Tested with Postgres and SQlite backend:
>>> # from some_app.models import *
>>> from django.db.models import *
>>> from django.db import connection
>>> not_in_age_range = ~Q(position__job__employee__age__range=(0,100))
>>>
>>> has_job = Q(employee__job__id__isnull=False)
>>>
>>> c_1 = IdealJob.objects.filter(has_job & not_in_age_range).count()
>>> c_2 = IdealJob.objects.filter(not_in_age_range & has_job).count()
>>>
>>> # these differ!!!
>>> print(c_1, c_2)
3 2
>>>
>>> print(connection.queries[-1]['sql'])
SELECT COUNT(*) AS "__count" FROM "negated_query_idealjob" INNER JOIN "negated_query_employee" ON ("negated_query_idealjob"."employee_id" = "negated_query_employee"."id") INNER JOIN "negated_query_job" ON ("negated_query_employee"."id" = "negated_query_job"."employee_id") WHERE (NOT ("negated_query_idealjob"."position_id" IN (SELECT U2."position_id" AS Col1 FROM "negated_query_job" U2 INNER JOIN "negated_query_employee" U3 ON (U2."employee_id" = U3."id") WHERE U3."age" BETWEEN 0 AND 100)) AND "negated_query_job"."id" IS NOT NULL)
>>> print(connection.queries[-2]['sql'])
SELECT COUNT(*) AS "__count" FROM "negated_query_idealjob" INNER JOIN "negated_query_employee" ON ("negated_query_idealjob"."employee_id" = "negated_query_employee"."id") INNER JOIN "negated_query_job" ON ("negated_query_employee"."id" = "negated_query_job"."employee_id") WHERE ("negated_query_job"."id" IS NOT NULL AND NOT ("negated_query_idealjob"."position_id" IN (SELECT U2."position_id" AS Col1 FROM "negated_query_job" U2 INNER JOIN "negated_query_employee" U3 ON (U2."employee_id" = U3."id") WHERE (U3."age" BETWEEN 0 AND 100 AND U2."id" = ("negated_query_job"."id")))))
>>>
>>> in_age_range = Q(position__job__employee__age__range=(0,100))
>>> c_1 = IdealJob.objects.filter(has_job & in_age_range).count()

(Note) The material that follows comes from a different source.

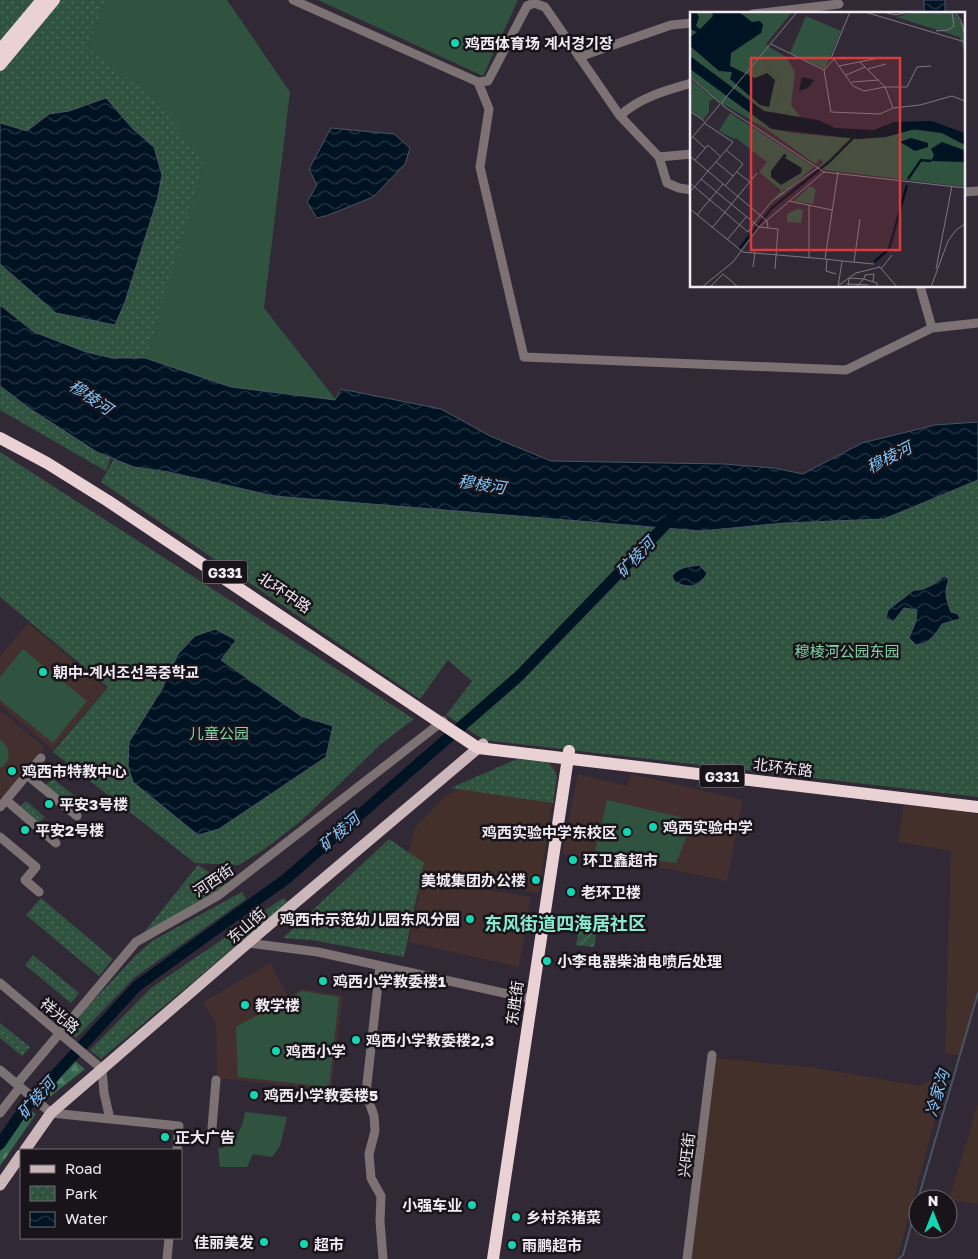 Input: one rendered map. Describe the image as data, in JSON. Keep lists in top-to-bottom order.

>>> c_2 = IdealJob.objects.filter(in_age_range & has_job).count()
>>>
>>> # these do not differ
>>> print(c_1, c_2)
1 1
>>> print(connection.queries[-1]['sql'])
SELECT COUNT(*) AS "__count" FROM "negated_query_idealjob" INNER JOIN "negated_query_position" ON ("negated_query_idealjob"."position_id" = "negated_query_position"."id") INNER JOIN "negated_query_job" ON ("negated_query_position"."id" = "negated_query_job"."position_id") INNER JOIN "negated_query_employee" ON ("negated_query_job"."employee_id" = "negated_query_employee"."id") INNER JOIN "negated_query_employee" T5 ON ("negated_query_idealjob"."employee_id" = T5."id") INNER JOIN "negated_query_job" T6 ON (T5."id" = T6."employee_id") WHERE ("negated_query_employee"."age" BETWEEN 0 AND 100 AND T6."id" IS NOT NULL)

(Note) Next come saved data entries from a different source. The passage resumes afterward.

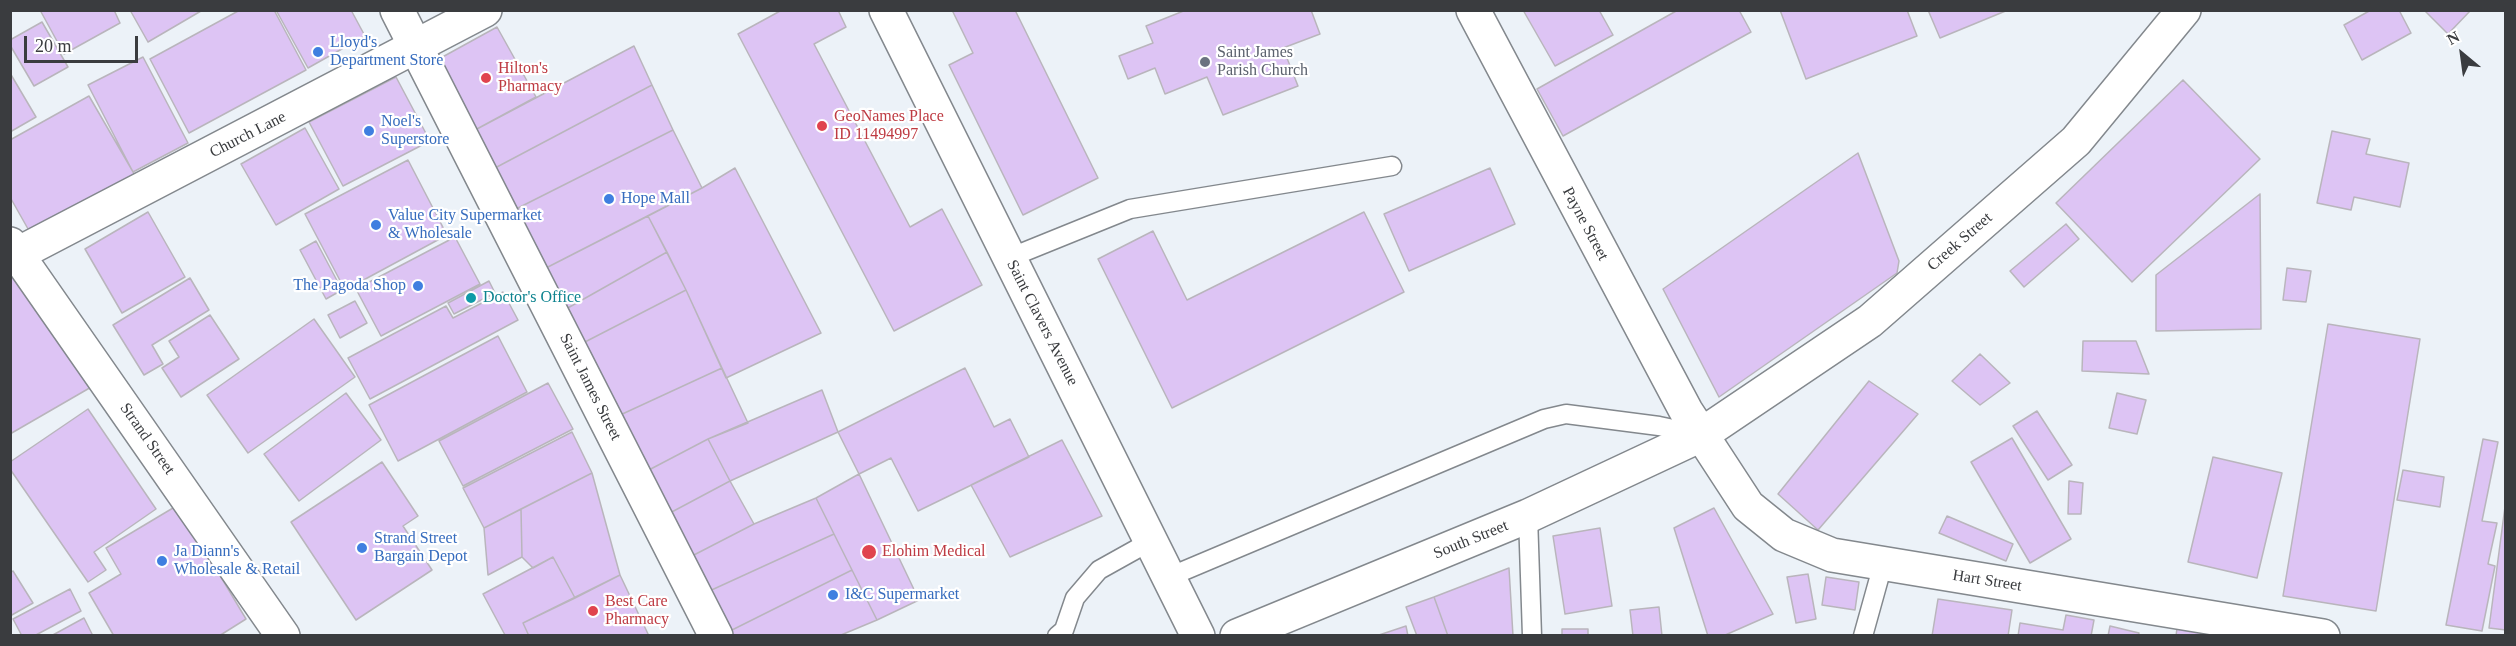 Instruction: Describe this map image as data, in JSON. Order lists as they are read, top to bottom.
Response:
{
  "streets": {
    "street": [
      "Church Lane",
      "Payne Street",
      "Creek Street",
      "Saint Clavers Avenue",
      "Saint James Street",
      "Strand Street",
      "South Street",
      "Hart Street"
    ]
  },
  "crossings": [
    ["Church Lane", "Saint James Street"],
    ["Church Lane", "Strand Street"],
    ["Payne Street", "Creek Street"],
    ["Payne Street", "South Street"],
    ["Payne Street", "Hart Street"],
    ["Creek Street", "South Street"],
    ["Creek Street", "Hart Street"],
    ["South Street", "Hart Street"]
  ],
  "places": [
    "Lloyd's Department Store",
    "Saint James Parish Church",
    "Hilton's Pharmacy",
    "GeoNames Place ID 11494997",
    "Noel's Superstore",
    "Hope Mall",
    "Value City Supermarket & Wholesale",
    "The Pagoda Shop",
    "Doctor's Office",
    "Strand Street Bargain Depot",
    "Elohim Medical",
    "Ja Diann's Wholesale & Retail",
    "I&C Supermarket",
    "Best Care Pharmacy"
  ],
  "scale_bar": "20 m",
  "north": "top left"
}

>>> print(connection.queries[-2]['sql'])
SELECT COUNT(*) AS "__count" FROM "negated_query_idealjob" INNER JOIN "negated_query_employee" ON ("negated_query_idealjob"."employee_id" = "negated_query_employee"."id") INNER JOIN "negated_query_job" ON ("negated_query_employee"."id" = "negated_query_job"."employee_id") INNER JOIN "negated_query_position" ON ("negated_query_idealjob"."position_id" = "negated_query_position"."id") INNER JOIN "negated_query_job" T5 ON ("negated_query_position"."id" = T5."position_id") INNER JOIN "negated_query_employee" T6 ON (T5."employee_id" = T6."id") WHERE ("negated_query_job"."id" IS NOT NULL AND T6."age" BETWEEN 0 AND 100)
[1]: minimal test case
from negated_query.models import * emp_1 = Employee(age=3) emp_1.save() emp_2 = Employee() emp_2.save() pos_1 = Position() pos_1.save() pos_2 = Position() pos_2.save() pos_3 = Position() pos_3.save() job_0 = Job(employee=None, position=pos_1) job_0.save() job_12 = Job(employee=emp_1, position=pos_2) job_12.save() job_13 = Job(employee=emp_1, position=pos_3) job_13.save() job_22 = Job(employee=emp_2, position=pos_2) job_22.save() ideal_job = IdealJob(position=pos_1, employee=emp_1) ideal_job.save() ideal_job_2 = IdealJob(position=pos_2, employee=emp_2) ideal_job_2.save()
Change History (5)
comment:1 by , 10 years ago
| Component: | Uncategorized → Database layer (models, ORM) |
|---|---|
| Type: | Uncategorized → Bug |
comment:2 by , 10 years ago
| Triage Stage: | Unreviewed → Accepted |
|---|
comment:3 by , 6 years ago
| Cc: | added |
|---|
Hi, I'm working on this issue. to fix it and understand deeply. as far as I understand:), the problem is here. When we add a combine q node and this q contains negated=True clauses, this ~Qs are associated with other Q. I couldn't find why but if I change the code like this: self.children.insert(0, data), I can see the query is fixed.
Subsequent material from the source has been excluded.